Moreover 13910*T shares the same allele background as East African 13907*G, ie. alleles share a common origin.

Indian LP haplotypes containing 13910*T and 22018*A *might* have a 'European'/steppe origin but African ones don't. Need a closer look at Basques / Iberians but still not convincing.

Salden said...

It was already found in Ancient Moroccan samples that from the Bronze Age at the latest that Moroccans (and by by extension other NW Africans who aren't carrying overly SSA admixture) have European admixtue.

Chris Davies said...

@ Salden -

African (human) mtDNA 'L' types have been found in ancient DNA from Chalcolithic contexts in southern Iberia.

African cattle mtDNA types have been found in cattle bones in Neolithic and Bronze Age contexts in Iberia.

Evidence for migration in both directions in prehistory.

Sofia Aurora said...

@Salden

The Khazars had to choose between three religions:
Christianity, Islam and Judaism.
They selected the last!
Also all three religions had representatives including the Jews.
Now why a people who does not descend from the "blood of Abraham" is offered to be included to the Jewish nation?
Only Jews can be members of Judaism.

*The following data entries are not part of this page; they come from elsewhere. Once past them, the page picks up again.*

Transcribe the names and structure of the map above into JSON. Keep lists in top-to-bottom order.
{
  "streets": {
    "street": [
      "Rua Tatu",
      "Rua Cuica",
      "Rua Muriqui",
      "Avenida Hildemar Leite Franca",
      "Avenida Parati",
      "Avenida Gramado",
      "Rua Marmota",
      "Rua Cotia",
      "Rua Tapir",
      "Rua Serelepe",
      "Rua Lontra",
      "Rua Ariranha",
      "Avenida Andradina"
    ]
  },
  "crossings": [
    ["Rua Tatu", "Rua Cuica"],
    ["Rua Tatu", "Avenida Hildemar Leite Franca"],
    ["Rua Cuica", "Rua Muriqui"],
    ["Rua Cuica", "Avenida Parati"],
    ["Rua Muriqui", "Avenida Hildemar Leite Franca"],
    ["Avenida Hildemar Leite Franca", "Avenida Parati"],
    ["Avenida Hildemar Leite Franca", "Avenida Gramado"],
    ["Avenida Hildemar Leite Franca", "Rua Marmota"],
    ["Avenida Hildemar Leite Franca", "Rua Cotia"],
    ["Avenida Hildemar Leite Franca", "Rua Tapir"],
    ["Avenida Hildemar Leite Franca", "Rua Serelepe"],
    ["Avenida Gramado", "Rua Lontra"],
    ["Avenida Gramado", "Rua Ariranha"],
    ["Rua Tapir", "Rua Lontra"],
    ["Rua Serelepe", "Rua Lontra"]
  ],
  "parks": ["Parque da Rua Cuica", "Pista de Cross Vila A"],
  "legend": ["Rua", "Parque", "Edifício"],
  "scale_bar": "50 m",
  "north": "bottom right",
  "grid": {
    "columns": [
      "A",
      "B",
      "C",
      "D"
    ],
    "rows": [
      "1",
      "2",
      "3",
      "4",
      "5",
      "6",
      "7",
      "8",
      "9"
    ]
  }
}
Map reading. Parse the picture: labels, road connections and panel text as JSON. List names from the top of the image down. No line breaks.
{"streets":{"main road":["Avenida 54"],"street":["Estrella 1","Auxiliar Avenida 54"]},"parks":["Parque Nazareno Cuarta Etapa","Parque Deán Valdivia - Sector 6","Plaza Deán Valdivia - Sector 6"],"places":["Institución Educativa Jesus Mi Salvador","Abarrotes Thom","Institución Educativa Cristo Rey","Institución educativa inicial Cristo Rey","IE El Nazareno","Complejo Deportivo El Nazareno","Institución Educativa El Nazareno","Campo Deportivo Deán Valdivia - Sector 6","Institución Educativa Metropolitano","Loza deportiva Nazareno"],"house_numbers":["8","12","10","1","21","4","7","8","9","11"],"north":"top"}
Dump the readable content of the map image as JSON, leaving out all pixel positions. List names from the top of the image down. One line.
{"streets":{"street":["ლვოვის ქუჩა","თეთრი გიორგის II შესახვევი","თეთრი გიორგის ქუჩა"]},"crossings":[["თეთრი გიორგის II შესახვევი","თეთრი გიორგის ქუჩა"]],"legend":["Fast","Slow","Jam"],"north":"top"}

Non-Jews can not!
Even nowadays there is a need to prove that at least one of your parents is a Jew (even via DNA tests) to become an Israeli citizen!
The Jews promoted that Khazars were one of the lost tribes of Israel.
And Salden just because you disagree with an opinion please avoid being insulting, provocative and disrespectfull!!!
Who is "having an axe to grind against Israel or modern Judaism"?
Me?
Because you wrote that ANYBODY and every source that refers to the Khazar Theory is either an ethnic Nationalist or a radical Islamist!
Sycofantic biggotries and personal insults don't answer the issue!
WERE THE KHAZARS RELIGIOUS JEWISH, YES OR NO?
WERE THERE REPRESENTATIVES OF JUDAISN I.E RABBIS IN THE KHAZAR KHAN'S COURT ALONG WITH CHRISTIAN AND MUSLIM PRIESTS, YES OR NO?
What did the Rabbis wanted there?
Finally was Cyrus the Persian Emperor who delivered the Jews from the Babylonians acknowledged as a Messiah, Yes or No?
How can a gentile be christened as a Messiah?
Please try to answer opinions with opinions and not accusations which hide a derogative and underestimating feature!
Anyone is entitled to believe and express what he thinks!
You on the other side wrote a post full of insults and not a single counter-argument and addressed a post of mine which has a Historical base with...genetics!!
Nobody said that the Khazars were "ethnic" Jews.
Read my first post again.
The thing that i wrote was that like the "Finngolians" people perceive Khazars sometimes as Turks or Jews for different reasons!
I believe that your problem is that i reffered to the Jewish religion of the Khazars!
Well that's not my fault!
Blame it on the Rabbis who taught them their Religious beliefs!

Vara said...

@supernord

Yet you cite nothing. You get etymologies all mixed up based on wishful thinking and horrible understanding of the texts. It is enough that you didn't bother to look up an Indus river that flows through a desert. Go read Gandalf's version of the Avesta, learn the basics and then come back and have a proper discussion.